¡Detrás del Volga no hay nada! Patriotismo e internacionalismo en
Stalingrado
DIARIO OCTUBRE / mayo 31, 2024
Fermin Santxez Agurruza (Unidad y Lucha).— El 22 de junio de 1941, el III Reich nazi y sus aliados fascistas (Rumanía, Hungría, Italia, Finlandia, Eslovaquia y Croacia, —sin olvidar la inestimable kollaboration de Francia, España, Noruega, Bélgica, Holanda, Dinamarca, Grecia, Bulgaria, Chequia, Suecia y otros estados menores—) comenzaron la invasión de la URSS. La gigantesca ofensiva en un frente de casi tres mil kilómetros hizo contener la respiración a miles y miles de obreros y campesinos de todo el mundo. La destrucción de la URSS hubiera supuesto un cataclismo terrorífico para toda la Humanidad Trabajadora, como lo fue en su día la derrota de la Comuna de París, en 1871. El exterminio de toda una generación de revolucionarios y posiblemente la total destrucción del Movimiento Comunista.
Mientras tanto,
la oligarquía imperialista británica y el resto de burguesías liberales se
frotaban las manos.

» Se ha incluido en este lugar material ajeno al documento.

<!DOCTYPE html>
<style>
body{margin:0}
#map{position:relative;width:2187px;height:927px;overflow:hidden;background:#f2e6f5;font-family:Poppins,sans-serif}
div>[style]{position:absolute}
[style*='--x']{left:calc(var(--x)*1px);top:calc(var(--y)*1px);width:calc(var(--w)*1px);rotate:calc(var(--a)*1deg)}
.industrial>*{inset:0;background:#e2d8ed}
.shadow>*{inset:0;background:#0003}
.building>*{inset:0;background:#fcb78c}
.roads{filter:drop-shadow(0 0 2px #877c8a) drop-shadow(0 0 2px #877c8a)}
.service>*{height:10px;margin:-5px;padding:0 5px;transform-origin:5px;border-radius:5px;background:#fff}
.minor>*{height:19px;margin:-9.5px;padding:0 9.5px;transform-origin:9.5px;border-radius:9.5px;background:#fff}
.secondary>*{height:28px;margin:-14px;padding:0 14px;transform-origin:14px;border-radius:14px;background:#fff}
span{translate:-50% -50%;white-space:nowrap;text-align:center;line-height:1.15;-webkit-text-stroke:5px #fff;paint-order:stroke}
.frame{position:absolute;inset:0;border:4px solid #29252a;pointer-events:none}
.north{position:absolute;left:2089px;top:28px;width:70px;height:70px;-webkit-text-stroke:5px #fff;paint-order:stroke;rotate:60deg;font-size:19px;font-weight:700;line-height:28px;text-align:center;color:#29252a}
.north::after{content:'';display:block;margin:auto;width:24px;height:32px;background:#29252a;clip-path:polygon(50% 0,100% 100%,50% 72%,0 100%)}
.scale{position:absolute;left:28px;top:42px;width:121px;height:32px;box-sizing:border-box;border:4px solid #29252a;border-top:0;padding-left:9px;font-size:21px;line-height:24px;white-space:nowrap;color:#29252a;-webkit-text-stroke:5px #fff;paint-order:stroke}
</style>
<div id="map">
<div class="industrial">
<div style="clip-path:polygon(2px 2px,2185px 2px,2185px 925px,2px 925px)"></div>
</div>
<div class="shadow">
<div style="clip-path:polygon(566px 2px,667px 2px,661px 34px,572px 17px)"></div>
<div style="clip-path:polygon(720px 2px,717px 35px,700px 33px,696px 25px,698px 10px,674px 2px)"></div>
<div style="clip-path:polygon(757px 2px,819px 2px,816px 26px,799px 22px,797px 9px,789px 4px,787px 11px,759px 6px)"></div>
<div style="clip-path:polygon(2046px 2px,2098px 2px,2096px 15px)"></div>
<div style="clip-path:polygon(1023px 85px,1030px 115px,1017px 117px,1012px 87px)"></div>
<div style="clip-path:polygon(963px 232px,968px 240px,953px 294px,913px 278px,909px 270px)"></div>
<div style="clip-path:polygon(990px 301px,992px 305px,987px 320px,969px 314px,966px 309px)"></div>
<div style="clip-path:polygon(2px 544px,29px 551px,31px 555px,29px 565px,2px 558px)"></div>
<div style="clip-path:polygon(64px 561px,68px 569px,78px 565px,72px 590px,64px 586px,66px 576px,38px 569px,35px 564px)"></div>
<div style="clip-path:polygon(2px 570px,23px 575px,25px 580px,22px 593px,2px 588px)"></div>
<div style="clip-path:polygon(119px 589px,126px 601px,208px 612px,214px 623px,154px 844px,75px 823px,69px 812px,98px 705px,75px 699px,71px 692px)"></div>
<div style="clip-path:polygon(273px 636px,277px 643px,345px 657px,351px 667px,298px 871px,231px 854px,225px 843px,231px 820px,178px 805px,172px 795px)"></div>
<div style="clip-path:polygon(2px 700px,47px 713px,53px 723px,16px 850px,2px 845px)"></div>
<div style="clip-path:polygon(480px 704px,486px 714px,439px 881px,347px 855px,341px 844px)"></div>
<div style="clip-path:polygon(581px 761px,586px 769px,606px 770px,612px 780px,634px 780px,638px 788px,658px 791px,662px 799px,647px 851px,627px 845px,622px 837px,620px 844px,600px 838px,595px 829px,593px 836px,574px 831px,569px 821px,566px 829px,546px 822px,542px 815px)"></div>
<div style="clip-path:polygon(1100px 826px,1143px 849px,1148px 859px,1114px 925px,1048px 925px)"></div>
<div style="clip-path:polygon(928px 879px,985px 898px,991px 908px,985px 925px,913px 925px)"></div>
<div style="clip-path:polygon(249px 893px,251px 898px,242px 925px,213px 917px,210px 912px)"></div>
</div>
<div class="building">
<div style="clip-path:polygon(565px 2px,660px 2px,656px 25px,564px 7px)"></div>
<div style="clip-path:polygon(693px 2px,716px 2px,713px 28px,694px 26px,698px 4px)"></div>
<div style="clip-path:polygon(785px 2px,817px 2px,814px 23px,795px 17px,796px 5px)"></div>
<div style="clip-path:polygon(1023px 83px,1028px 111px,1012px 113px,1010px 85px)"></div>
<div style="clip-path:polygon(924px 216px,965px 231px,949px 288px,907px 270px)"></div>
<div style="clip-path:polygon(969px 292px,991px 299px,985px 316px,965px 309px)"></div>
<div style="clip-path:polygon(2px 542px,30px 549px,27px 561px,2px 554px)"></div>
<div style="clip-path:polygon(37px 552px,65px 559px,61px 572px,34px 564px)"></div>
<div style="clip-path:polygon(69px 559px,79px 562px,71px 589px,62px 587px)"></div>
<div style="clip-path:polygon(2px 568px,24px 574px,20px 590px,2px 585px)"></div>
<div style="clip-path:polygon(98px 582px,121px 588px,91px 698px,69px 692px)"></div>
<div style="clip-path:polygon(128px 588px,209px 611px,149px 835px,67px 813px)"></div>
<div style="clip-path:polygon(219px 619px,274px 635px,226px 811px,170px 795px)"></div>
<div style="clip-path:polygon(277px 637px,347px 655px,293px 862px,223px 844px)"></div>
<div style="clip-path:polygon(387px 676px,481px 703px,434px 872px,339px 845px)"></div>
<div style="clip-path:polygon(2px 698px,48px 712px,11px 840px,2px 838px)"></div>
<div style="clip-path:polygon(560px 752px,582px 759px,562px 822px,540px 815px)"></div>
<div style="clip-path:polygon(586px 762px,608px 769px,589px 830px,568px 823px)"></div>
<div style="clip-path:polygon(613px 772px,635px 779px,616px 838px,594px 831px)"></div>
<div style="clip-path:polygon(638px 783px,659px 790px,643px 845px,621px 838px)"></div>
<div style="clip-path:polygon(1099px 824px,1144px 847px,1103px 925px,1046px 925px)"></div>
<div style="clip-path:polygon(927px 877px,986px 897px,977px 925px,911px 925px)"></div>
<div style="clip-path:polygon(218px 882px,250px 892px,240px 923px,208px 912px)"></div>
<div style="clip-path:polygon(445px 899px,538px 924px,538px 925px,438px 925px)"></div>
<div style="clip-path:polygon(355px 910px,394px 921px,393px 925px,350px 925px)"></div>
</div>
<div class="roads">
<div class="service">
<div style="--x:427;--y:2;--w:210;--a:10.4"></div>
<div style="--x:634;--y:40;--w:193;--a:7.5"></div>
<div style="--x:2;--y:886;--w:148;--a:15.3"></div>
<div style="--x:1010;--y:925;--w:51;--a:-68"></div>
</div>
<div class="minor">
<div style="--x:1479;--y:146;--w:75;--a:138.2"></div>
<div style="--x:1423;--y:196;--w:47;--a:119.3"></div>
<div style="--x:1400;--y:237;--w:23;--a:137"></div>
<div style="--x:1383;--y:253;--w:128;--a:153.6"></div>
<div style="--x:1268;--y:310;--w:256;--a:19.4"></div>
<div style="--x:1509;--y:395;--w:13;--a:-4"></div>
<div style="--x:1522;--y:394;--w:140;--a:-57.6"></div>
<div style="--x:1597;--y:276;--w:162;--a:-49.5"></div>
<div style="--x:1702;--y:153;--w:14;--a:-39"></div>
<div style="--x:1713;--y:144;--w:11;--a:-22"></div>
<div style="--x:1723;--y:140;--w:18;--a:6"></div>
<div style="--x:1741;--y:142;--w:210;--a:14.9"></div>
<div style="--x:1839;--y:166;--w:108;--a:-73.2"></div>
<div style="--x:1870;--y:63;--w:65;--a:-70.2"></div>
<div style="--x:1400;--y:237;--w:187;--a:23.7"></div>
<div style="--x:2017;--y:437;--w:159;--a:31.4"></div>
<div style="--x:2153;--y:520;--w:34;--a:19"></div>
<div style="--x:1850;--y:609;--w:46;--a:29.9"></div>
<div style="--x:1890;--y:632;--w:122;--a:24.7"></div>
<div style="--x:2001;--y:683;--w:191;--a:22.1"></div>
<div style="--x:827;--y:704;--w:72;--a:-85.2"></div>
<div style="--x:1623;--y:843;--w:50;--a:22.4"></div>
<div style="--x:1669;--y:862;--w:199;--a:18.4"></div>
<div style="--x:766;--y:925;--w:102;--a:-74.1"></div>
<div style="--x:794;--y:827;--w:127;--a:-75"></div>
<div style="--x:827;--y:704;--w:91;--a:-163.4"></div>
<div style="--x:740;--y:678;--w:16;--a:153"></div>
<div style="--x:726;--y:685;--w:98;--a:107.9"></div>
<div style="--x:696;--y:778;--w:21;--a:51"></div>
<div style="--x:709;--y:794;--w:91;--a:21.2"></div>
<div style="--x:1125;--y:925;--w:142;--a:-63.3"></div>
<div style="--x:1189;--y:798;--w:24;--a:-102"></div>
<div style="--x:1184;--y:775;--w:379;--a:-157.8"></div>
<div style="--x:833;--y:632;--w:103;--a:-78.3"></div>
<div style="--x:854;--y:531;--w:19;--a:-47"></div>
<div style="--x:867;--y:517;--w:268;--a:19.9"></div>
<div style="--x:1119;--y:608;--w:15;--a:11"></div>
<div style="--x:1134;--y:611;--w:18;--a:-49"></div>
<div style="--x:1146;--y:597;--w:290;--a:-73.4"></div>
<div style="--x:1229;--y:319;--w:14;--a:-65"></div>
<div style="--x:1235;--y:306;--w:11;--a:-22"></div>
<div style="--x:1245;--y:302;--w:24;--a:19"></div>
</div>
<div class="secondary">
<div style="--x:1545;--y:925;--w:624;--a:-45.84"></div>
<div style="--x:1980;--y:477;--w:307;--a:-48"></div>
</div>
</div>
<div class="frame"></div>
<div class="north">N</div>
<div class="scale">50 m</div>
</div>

Habían conseguido desviar el golpe de las potencias
fascistas hacia la destrucción de la URSS, su máximo objetivo desde octubre de
1917. Habían ganado tiempo para la entrada en la guerra de la fuerza ascendente
en el seno del Capitalismo, los Estados Unidos de América. Se trataba ahora de
que los fascistas, lacayos rebeldes, insumisos y respondones del Imperialismo,
su padre fundador, culminaran el trabajo que no se pudo terminar en los años de
la «guerra civil rusa», en realidad la intervención imperialista
contrarrevolucionaria de más de una docena de estados capitalistas en los años
1917-1923. Este era el objetivo para el cual fueron creados los movimientos
fascistas: exterminar a los bolcheviques y hacer desaparecer la Dictadura del
Proletariado de la faz de la Tierra. Y simultáneamente, el objetivo de los
ingleses era que los nazifascistas se debilitaran al extremo en esa lucha
titánica contra la URSS. El Imperio Británico se encargaría luego de recoger
los fragmentos dispersos de los contendientes y de que todo volviera al «buen
orden anglosajón» en el planeta que gobernaban en solitario desde 1815: «Rule,
Britannia!»
¿Cómo se llegó
a esta situación? Esto es lo que vamos a ver a continuación.
1.- 1911-1941:
30 años vertiginosos.
Todo iba de
maravilla en el mejor de los mundos cuando el 18 de septiembre de 1911 fue
ejecutado en Kiev Piotr Stolypin, primer ministro del zar y represor implacable
del movimiento revolucionario ruso. Para dar una idea de su celo exterminador,
durante los años 1906-1911, en el Imperio Ruso a la horca se le llamó en
aquella época «la corbata de Stolypin». Eran los temblores tectónicos
que anunciaban la acumulación de contradicciones antagónicas en el seno del
sistema capitalista mundial. En 1905 había estallado la Primera Revolución
Rusa, a causa de la derrota del Imperio del Zar en la guerra con Japón. La
lucha de clases en Rusia no desapareció a pesar de la terrible represión
desatada, al contrario, se agudizó bajo la dirección del Partido Bolchevique,
cuyo líder y máximo estratega era Lenin. Se preparaban las revoluciones de
febrero y octubre de 1917…
Ese mismo año
de 1911 fue testigo de la crisis de Agadir, el incidente que enfrentó a Francia
con el II Reich del káiser Guillermo II. Crisis cuyos antecedentes se
remontaban a 1905, cuando Guillermo II visitó Tánger y defendió los intereses
alemanes en Marruecos, en detrimento de Francia y España, potencias
colonizadoras. La unificación de Alemania, proclamada en Versalles en 1871,
cambió la geopolítica de Europa. El Imperio Británico dejó de aislar y
enfrentarse a Francia, y se puso manos a la obra para derrotar a su nuevo
competidor, el II Reich Alemán.
La doctrina
geopolítica del Reino Unido siempre ha sido que en Europa continental jamás
debe existir una potencia que pueda cuestionar el dominio británico del mundo.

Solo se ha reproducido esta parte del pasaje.